Original article written by Merlyna Lim for Consortium of Science, Policy & Outcomes and the School of Social Transformation, Arizona State University.
http://web.ebscohost.com.avoserv.library.fordham.edu/ehost/detail?vid=3&hid=9&sid=ab3e2bbf-e944-4bdb-9355-515a9998dece%40sessionmgr10&bdata=JmxvZ2luLmFzcCZzaXRlPWVob3N0LWxpdmUmc2NvcGU9c2l0ZQ%3d%3d#db=ufh&AN=74043546 (requires Fordham username and password)
I chose this scholarly article because honestly, I knew very little about the recent uprising’s in Egypt, other than the fact that they were occurring and that the opposition leaders were fighting for the usual; better human rights, more job opportunities, less government corruption, etc. I wanted to have a clearer understanding of how social media aided the opposition and really how it all got started in the first place.
To put it bluntly, most people feel that that without the use of social media (particularly Facebook and Twitter), the Egyptian movement to oust President Murabak would not have been a success.
Why was social media so important for the movement?
The argument is that it provided a means for people to “recognize their membership in a relevant collective”. This recognition can only be achieved through high levels of communication, and it was online social networks along with Twitter that provided the fastest, safest and most efficient communication channel available. In countries like Egypt where the government maintains a very high degree of control over the media, protesters decided to go online and use social media tools to better organize their efforts. As technology improved, mobile devices with Internet capability became powerful tools in the hands of protesters as they could now access hundreds of thousands of people instantly- anywhere and at any time.

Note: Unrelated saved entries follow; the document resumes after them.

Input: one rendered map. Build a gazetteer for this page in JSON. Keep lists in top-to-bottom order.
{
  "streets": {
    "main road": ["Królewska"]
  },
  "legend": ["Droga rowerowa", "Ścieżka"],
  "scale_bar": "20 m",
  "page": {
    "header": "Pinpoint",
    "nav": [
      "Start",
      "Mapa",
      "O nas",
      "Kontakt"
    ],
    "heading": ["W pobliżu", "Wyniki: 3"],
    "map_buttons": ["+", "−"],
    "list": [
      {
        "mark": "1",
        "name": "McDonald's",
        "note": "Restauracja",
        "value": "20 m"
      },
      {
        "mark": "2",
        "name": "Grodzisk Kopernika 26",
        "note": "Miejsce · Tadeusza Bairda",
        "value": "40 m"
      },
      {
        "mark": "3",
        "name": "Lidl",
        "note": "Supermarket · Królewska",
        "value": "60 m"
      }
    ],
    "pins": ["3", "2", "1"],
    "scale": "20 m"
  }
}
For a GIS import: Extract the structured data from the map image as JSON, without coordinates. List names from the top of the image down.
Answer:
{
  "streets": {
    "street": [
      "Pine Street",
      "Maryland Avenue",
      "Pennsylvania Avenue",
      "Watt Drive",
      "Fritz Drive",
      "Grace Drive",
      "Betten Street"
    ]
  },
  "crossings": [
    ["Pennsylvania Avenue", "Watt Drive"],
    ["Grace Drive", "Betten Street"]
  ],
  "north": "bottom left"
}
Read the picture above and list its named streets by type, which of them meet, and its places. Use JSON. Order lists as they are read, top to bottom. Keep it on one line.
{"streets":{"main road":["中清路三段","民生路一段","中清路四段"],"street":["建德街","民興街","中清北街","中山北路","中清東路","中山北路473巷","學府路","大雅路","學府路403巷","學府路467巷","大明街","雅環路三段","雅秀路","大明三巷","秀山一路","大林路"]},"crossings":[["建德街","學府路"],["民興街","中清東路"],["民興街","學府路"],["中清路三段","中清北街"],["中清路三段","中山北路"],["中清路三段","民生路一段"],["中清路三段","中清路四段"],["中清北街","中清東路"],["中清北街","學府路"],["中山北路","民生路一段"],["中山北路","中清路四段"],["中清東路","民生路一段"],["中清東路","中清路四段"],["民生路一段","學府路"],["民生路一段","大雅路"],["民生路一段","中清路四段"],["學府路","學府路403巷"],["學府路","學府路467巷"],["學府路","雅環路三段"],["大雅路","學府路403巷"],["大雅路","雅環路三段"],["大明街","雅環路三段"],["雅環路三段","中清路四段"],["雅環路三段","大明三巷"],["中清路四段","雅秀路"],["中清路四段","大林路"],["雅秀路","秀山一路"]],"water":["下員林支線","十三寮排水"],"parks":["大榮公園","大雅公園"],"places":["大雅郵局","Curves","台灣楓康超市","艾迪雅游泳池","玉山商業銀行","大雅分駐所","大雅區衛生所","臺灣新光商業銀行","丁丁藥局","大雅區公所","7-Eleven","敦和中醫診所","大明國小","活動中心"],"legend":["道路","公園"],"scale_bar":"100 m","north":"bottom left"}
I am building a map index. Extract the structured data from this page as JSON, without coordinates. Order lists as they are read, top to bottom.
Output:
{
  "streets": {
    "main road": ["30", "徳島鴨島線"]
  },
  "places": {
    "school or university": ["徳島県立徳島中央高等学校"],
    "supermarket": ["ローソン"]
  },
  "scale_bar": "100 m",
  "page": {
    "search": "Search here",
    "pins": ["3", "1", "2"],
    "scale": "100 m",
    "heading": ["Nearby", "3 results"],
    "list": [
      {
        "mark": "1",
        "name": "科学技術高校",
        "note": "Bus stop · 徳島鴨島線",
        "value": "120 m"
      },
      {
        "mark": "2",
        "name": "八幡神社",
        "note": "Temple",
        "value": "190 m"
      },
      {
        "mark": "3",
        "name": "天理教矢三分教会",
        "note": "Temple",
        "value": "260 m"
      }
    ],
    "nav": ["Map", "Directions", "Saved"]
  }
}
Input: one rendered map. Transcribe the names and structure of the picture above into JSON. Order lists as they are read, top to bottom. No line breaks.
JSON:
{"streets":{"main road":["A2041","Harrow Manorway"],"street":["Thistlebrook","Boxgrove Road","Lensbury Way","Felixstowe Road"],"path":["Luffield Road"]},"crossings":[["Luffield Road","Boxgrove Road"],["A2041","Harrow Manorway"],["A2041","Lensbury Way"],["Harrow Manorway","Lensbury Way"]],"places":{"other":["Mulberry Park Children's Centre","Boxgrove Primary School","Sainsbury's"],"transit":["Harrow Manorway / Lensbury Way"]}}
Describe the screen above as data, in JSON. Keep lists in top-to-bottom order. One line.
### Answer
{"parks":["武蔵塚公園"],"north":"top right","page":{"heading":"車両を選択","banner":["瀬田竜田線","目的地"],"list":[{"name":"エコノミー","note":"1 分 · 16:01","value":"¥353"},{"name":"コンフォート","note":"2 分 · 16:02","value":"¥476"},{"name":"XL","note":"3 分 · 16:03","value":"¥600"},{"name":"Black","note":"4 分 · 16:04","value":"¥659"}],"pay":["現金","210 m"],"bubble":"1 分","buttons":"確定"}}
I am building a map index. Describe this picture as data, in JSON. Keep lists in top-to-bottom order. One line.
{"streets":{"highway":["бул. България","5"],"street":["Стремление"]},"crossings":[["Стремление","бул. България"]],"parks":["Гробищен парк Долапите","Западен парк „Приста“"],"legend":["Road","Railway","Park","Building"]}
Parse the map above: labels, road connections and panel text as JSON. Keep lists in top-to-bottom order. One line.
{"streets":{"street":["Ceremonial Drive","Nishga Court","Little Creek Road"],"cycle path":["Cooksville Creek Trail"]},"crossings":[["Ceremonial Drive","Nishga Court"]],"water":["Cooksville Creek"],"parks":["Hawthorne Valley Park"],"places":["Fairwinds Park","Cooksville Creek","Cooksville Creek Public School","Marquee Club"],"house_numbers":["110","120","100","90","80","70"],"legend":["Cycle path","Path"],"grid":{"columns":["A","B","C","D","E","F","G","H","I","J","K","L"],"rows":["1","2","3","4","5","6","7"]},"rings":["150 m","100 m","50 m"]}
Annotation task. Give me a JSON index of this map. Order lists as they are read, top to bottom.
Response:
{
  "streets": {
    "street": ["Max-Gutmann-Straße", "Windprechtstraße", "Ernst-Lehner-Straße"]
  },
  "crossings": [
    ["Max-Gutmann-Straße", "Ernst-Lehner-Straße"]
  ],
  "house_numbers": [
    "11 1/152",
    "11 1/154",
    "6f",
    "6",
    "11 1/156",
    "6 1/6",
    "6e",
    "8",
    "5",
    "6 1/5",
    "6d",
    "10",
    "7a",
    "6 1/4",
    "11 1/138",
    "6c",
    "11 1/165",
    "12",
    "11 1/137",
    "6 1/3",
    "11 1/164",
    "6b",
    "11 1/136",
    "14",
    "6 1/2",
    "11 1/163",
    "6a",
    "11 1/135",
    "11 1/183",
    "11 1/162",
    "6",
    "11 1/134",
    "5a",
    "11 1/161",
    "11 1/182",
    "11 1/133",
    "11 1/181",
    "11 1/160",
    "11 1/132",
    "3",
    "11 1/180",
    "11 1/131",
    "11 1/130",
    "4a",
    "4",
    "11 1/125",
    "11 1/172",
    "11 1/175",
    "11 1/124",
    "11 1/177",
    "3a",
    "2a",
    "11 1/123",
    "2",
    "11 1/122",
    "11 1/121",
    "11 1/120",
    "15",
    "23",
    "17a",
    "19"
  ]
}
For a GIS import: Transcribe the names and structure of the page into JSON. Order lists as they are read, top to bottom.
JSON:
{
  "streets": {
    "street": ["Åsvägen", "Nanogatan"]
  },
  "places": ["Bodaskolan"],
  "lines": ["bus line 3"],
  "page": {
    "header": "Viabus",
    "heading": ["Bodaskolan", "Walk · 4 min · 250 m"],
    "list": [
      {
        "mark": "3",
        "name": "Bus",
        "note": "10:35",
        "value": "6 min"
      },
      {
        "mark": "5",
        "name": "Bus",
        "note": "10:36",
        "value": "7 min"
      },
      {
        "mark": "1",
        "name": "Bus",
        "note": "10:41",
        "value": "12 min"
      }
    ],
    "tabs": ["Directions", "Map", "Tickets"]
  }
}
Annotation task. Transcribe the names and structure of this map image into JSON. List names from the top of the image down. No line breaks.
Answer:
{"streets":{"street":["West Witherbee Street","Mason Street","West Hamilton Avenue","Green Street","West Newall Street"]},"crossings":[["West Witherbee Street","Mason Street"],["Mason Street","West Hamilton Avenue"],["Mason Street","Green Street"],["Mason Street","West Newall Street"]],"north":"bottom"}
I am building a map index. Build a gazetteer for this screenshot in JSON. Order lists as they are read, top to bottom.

How did this all get started?
The article argues that the presence and significance of the Internet has been shaping the culture of Egypt’s younger demographic for many years now- similar to Western cultures. According to the author, social media has been involved substantially in over 75% of recorded street protests from 2004-2011. Before Facebook was even allowed in the country however, young Egyptians used blogs to spread their messages among online activists. As more Egyptians would acquire Internet access and as resentment towards the government grew, there became a growing need for an improved set of online tools. Finally, in March 2008 the April 6th Youth movement created their own Facebook page to lead the online strategy for Kefaya Youth for Change, a major opposition group. As the Facebook page grew from 300-3,000 users in a matter of just three days, the April 6th Movement unleashed a battery of coordinated online tools involving blogs, Flickr, YouTube, e-mails, and text messages.
The most popular dissident Facebook group emerged in June 2010. Named “We are all Khaled Said” in memory of the young, middle-class Egyptian who was beaten to death in the street by the police and was charged with a crime he didn’t commit. This page was created after the launch of Arabic Facebook, catapulting the online movement to a much larger audience.
Despite the widespread growth of social media content and the growth of it’s users, some people continue to debate over the ultimate effect it all had on the recent Egyptian political movements.
Can future political/social/economic movements exist without the use of social media?